Jaramillo was a curandero, or "faith healer," who said he had received the gift of healing from God after suffering an injury to his nose and healing himself.
"He ran to a nearby pool of water and stuck his nose into the mud and he stayed there for three days," his granddaughter Delores Villarreal previously told 3NEWS. "The pain miraculously went away. That night he heard a voice in a dream telling him to use the healing powers given to him by God to help others."
He wasted no time in doing what he was told in the dream.
"He began his practice as a faith healer almost immediately, prescribing the first thing that he thought of and making no charge for his services," the Texas State Historical Association said.
Jaramillo was born of Tarascan Indian parents near Guadalajara, Jalisco, Mexico, in the mid-nineteenth century. He settled in South Texas in 1881 and was for a long time the only person available for health services between Corpus Christi and Laredo.
As word spread of Jaramillo's healing abilities, people started coming to him-- sometimes hundreds a day.
"Dressed as a Mexican peasant, wearing heavy shoes, a sombrero, and a cowboy vest, he either walked or rode a donkey on his healing missions," TSHA officials said.
He consistently received donations which he would give to churches and buy food with to feed the less fortunate on his missions. On July 3, 1907, Jaramillo passed away.

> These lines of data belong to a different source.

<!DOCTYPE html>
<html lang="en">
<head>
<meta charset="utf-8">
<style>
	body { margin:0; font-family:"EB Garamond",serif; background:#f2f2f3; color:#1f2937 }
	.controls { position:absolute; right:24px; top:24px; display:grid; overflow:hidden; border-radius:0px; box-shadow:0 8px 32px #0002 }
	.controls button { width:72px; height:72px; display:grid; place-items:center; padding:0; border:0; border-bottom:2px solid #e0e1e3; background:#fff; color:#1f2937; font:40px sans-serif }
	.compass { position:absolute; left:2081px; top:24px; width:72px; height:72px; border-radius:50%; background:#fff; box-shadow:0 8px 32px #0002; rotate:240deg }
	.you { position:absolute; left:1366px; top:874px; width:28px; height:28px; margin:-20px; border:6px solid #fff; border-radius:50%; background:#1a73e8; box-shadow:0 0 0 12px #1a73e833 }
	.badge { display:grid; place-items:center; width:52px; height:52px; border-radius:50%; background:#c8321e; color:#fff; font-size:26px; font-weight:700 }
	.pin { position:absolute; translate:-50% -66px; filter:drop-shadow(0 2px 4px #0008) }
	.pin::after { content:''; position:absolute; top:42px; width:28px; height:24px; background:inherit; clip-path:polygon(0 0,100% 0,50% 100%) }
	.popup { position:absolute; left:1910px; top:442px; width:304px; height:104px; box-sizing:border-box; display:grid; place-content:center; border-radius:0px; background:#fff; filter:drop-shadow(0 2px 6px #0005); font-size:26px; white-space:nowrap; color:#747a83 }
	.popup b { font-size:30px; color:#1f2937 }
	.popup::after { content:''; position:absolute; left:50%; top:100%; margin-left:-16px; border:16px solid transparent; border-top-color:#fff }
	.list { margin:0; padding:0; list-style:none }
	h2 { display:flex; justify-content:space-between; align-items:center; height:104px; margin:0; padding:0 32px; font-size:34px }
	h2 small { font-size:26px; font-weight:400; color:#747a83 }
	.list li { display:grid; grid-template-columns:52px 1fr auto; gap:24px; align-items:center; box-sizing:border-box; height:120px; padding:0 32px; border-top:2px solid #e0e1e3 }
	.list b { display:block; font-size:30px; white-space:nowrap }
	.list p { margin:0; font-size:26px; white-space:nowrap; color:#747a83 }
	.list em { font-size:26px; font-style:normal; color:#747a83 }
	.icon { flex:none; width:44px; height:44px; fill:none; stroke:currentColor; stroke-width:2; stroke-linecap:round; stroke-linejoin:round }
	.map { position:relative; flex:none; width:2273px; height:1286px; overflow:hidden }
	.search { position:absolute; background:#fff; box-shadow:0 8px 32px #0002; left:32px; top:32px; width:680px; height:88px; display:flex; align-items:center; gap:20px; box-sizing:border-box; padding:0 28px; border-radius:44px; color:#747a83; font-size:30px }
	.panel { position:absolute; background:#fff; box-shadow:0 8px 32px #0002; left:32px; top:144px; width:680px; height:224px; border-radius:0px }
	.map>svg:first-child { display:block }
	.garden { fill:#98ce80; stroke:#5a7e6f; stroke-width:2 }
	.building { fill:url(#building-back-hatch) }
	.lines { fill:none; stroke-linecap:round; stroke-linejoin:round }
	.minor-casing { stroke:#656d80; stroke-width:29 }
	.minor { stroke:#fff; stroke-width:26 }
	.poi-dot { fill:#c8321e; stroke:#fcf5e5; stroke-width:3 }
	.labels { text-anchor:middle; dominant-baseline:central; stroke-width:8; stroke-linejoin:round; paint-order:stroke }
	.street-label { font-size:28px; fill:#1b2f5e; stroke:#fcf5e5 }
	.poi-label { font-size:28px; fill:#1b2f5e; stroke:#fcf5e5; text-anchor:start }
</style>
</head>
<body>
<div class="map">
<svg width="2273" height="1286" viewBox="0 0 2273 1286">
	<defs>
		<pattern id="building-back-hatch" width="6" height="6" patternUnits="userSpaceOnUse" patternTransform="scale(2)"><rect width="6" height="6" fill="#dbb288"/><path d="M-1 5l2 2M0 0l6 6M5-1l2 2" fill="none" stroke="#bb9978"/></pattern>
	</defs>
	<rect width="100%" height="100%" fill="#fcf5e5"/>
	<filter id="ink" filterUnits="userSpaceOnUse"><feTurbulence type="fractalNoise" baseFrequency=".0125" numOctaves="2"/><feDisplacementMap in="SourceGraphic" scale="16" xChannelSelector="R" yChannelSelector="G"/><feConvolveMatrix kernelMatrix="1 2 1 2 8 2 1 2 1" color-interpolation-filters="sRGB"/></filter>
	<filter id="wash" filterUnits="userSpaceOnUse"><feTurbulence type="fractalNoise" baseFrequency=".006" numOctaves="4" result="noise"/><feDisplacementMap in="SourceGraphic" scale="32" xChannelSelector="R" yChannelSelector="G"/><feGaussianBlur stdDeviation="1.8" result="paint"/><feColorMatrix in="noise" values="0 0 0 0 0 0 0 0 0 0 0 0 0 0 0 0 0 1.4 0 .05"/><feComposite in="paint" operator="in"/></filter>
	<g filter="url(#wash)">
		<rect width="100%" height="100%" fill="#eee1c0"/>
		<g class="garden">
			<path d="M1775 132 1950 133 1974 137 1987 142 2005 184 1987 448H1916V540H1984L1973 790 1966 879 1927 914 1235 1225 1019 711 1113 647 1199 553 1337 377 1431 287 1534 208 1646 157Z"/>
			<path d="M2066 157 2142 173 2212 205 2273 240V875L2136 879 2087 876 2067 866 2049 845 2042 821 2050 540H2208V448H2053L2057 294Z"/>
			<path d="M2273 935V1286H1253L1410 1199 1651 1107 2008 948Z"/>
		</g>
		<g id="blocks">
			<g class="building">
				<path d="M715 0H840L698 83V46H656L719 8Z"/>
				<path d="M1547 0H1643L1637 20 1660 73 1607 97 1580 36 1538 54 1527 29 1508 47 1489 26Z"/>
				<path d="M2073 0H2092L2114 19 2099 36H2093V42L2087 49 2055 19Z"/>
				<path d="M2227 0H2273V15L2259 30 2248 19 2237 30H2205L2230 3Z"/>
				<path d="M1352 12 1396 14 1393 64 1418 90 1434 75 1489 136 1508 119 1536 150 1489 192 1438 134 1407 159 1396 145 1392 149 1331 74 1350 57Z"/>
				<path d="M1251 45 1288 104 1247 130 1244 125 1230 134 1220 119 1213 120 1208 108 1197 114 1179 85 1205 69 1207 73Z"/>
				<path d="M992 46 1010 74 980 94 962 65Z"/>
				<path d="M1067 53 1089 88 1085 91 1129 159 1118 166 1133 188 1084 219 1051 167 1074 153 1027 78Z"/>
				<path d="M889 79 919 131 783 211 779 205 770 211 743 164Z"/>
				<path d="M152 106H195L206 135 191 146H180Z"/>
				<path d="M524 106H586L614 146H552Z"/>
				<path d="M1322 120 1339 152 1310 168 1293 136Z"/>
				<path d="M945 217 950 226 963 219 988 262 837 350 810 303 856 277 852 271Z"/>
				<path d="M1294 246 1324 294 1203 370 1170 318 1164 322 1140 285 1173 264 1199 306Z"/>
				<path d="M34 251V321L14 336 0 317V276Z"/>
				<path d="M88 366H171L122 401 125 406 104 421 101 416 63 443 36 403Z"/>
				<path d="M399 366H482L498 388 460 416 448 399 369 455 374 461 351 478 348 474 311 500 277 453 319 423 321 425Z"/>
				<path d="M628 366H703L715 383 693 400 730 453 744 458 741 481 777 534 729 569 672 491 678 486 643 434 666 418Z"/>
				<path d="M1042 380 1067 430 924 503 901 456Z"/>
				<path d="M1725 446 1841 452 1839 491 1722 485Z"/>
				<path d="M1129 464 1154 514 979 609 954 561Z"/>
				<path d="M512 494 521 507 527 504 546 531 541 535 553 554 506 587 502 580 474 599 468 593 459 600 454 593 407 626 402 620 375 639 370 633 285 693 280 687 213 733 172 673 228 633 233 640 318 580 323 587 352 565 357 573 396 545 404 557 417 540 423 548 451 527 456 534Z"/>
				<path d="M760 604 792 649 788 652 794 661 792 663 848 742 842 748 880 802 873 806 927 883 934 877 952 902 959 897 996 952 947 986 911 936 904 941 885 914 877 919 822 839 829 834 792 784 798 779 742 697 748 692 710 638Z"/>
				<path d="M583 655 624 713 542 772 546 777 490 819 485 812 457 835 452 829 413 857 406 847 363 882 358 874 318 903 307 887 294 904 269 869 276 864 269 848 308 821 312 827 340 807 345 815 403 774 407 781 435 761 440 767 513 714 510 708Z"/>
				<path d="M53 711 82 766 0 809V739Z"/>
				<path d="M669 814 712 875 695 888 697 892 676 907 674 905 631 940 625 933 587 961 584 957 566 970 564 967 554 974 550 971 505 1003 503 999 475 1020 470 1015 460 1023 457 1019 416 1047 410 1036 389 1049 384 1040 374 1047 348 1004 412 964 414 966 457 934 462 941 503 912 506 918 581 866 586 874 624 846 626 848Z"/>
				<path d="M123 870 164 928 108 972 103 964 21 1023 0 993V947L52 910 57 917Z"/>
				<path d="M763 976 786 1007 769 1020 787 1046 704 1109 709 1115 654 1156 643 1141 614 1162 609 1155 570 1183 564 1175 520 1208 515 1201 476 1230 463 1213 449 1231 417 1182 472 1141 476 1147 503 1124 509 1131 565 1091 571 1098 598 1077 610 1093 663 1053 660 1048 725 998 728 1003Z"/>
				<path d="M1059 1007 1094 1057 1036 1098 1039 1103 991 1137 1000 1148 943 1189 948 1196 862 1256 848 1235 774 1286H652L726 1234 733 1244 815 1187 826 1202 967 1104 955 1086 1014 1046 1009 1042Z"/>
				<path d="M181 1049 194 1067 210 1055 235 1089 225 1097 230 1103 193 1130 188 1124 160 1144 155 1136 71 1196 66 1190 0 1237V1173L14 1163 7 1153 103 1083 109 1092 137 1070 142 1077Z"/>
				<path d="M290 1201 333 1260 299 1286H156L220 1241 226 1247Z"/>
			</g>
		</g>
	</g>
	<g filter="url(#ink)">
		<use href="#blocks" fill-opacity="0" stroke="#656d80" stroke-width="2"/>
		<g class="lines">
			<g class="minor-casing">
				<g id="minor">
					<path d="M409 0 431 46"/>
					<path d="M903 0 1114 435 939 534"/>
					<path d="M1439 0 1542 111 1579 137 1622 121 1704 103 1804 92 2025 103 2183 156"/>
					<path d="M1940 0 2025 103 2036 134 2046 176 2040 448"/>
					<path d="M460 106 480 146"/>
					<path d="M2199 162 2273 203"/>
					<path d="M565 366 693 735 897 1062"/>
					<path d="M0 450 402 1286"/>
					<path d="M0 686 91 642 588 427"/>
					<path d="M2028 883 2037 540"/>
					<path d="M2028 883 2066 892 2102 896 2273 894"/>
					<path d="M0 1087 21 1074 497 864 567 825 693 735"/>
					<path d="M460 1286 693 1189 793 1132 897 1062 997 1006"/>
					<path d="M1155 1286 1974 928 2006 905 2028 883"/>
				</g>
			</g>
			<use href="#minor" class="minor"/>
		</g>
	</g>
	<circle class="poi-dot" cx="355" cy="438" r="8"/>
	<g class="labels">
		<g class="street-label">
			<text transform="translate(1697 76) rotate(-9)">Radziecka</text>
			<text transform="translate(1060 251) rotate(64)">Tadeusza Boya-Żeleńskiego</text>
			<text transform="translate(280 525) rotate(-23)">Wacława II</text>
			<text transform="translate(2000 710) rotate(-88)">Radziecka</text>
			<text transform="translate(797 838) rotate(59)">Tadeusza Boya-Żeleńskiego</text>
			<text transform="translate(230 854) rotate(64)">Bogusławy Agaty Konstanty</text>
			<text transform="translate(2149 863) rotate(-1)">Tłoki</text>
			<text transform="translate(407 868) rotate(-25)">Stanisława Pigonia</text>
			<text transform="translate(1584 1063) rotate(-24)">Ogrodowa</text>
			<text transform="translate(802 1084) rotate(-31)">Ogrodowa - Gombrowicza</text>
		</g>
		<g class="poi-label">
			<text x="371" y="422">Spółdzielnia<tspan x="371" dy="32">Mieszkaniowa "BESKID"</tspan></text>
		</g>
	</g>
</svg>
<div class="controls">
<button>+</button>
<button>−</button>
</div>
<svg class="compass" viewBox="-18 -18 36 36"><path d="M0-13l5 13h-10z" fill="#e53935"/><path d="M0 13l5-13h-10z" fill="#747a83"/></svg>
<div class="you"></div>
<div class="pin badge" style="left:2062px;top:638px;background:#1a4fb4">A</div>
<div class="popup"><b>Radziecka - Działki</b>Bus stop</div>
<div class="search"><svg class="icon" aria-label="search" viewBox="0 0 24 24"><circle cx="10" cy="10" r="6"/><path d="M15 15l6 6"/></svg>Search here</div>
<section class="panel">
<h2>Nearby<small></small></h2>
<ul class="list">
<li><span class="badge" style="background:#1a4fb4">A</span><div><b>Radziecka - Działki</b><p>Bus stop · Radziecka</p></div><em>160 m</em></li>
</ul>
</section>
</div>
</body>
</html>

"More than $5,000 in fifty-cent pieces was found at his home when he died," historians said.
Since his death, people still go to his shrine and ask for healings, Villarreal said.
"There are thousands of incredible testimonials. People who are drawn to the shrine, have faith, share their stories in letters left behind," Villarreal said.
The shrine received a historical marker in 1971. It was heavily damaged due to vandalism in 2020.